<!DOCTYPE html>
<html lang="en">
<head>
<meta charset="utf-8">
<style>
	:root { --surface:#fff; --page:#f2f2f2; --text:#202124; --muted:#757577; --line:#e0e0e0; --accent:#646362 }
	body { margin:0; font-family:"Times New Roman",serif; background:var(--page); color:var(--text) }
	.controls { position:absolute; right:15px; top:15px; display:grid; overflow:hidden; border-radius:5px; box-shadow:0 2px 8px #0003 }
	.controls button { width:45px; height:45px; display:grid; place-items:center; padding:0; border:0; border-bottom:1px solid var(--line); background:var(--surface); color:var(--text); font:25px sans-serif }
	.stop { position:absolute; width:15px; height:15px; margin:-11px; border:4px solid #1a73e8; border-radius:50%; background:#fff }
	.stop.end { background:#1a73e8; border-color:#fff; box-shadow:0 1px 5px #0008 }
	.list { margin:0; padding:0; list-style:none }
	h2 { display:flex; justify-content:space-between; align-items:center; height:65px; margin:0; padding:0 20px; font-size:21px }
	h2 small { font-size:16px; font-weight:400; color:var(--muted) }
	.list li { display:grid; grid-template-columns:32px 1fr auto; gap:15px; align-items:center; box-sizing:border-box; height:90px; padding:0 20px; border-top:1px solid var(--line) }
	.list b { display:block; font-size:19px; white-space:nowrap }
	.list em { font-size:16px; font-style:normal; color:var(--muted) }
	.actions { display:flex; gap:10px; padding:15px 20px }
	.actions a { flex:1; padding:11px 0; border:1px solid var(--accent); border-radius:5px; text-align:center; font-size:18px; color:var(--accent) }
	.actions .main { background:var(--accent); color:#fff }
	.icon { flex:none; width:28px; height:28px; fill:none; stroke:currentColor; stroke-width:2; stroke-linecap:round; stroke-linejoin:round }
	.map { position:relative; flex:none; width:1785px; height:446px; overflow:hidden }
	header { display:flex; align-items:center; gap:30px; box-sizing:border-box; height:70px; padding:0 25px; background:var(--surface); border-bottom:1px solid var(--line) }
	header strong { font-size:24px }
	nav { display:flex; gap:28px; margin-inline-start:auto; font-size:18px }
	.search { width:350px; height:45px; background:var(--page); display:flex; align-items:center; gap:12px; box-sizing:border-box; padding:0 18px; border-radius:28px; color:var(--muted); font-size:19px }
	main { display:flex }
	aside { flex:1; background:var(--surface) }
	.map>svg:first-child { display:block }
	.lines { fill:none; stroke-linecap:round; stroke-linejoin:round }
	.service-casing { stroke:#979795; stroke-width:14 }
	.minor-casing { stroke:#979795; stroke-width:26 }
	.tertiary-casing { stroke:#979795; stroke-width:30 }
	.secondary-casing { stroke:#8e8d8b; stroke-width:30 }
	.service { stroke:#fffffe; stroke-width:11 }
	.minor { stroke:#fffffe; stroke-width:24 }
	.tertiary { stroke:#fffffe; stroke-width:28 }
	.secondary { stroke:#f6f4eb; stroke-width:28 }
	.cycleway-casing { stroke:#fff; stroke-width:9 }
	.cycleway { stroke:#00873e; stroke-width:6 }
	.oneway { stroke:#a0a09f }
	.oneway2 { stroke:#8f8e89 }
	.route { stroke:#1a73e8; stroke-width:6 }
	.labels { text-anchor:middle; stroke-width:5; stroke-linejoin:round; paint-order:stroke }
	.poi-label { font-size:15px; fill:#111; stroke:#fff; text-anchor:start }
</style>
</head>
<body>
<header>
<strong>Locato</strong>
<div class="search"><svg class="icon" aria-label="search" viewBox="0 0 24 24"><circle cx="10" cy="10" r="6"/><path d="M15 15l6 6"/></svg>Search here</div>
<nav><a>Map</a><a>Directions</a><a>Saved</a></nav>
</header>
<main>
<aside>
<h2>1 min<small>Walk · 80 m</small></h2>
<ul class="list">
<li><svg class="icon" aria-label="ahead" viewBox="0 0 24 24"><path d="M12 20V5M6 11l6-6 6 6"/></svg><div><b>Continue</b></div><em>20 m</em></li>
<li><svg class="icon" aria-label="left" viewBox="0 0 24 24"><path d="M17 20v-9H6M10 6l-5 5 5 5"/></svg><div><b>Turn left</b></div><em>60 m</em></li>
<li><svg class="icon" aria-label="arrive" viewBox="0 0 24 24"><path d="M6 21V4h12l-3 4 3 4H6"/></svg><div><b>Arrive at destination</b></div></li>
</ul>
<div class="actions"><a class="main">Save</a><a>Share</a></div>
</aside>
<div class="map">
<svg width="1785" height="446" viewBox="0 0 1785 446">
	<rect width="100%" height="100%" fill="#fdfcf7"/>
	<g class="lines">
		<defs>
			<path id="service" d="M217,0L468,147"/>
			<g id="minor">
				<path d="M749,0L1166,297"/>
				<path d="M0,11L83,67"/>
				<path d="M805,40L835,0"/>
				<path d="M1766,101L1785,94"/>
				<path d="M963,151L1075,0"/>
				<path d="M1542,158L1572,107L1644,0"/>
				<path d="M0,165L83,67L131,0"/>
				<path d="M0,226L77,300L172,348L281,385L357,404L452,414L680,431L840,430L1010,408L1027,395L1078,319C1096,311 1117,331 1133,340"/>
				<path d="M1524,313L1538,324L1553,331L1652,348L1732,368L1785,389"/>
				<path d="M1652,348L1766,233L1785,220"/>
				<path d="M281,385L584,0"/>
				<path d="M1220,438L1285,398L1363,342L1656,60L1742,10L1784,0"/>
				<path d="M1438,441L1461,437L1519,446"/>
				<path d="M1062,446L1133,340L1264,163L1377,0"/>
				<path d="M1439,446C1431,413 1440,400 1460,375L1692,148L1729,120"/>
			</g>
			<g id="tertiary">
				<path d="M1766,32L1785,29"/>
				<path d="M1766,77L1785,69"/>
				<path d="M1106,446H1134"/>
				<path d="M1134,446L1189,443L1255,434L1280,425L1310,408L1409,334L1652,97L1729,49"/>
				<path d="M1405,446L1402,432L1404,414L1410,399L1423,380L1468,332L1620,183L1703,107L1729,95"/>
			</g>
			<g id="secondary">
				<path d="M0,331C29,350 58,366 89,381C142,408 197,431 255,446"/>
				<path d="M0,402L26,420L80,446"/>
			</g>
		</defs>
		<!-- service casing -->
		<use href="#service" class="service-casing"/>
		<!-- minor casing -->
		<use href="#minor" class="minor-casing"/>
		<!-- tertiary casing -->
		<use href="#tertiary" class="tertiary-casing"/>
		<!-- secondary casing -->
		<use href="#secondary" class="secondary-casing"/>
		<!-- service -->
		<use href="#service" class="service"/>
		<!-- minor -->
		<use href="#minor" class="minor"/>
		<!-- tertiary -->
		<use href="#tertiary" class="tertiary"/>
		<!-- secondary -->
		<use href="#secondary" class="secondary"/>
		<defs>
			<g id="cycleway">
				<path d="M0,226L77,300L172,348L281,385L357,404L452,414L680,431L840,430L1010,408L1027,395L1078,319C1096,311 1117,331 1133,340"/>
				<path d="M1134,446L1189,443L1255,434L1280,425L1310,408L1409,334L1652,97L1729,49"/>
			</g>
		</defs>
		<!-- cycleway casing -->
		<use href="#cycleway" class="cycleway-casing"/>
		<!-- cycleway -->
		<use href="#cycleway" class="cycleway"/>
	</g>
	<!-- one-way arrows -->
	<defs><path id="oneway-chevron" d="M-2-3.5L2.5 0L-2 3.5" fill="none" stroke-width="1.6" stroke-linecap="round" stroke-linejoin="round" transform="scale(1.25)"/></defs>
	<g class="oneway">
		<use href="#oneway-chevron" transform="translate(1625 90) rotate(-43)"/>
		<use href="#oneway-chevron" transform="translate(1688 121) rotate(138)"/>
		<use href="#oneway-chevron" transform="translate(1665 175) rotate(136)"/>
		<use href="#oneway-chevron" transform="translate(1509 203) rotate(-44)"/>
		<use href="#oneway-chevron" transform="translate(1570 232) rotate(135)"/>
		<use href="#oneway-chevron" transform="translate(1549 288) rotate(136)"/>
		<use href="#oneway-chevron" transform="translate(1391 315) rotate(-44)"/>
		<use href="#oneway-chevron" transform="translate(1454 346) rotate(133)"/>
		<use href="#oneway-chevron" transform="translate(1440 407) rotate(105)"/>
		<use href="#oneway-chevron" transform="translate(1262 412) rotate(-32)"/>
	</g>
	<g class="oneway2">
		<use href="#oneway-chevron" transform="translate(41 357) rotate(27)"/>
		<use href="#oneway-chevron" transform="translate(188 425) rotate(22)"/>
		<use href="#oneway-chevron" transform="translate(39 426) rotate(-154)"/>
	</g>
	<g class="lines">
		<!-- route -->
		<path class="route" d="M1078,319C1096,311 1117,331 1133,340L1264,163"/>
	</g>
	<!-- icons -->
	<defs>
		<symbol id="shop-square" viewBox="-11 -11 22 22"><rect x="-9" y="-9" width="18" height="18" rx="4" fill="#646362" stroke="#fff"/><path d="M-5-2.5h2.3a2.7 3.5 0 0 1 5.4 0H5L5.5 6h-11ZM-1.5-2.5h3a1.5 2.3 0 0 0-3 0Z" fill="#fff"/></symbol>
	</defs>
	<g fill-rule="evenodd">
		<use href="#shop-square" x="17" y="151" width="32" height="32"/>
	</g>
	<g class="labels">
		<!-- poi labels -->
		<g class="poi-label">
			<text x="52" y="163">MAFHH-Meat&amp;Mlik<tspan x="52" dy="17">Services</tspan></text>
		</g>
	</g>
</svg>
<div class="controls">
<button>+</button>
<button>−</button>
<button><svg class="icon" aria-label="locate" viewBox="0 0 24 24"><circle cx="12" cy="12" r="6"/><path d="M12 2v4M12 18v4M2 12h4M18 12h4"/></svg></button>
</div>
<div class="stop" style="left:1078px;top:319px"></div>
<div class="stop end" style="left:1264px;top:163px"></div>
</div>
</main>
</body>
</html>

· · · · · · ·

§ **Exercise description**
Copy out all lines above that include the string "block".

§ **Completed exercise**
	.list b { display:block; font-size:19px; white-space:nowrap }
	.map>svg:first-child { display:block }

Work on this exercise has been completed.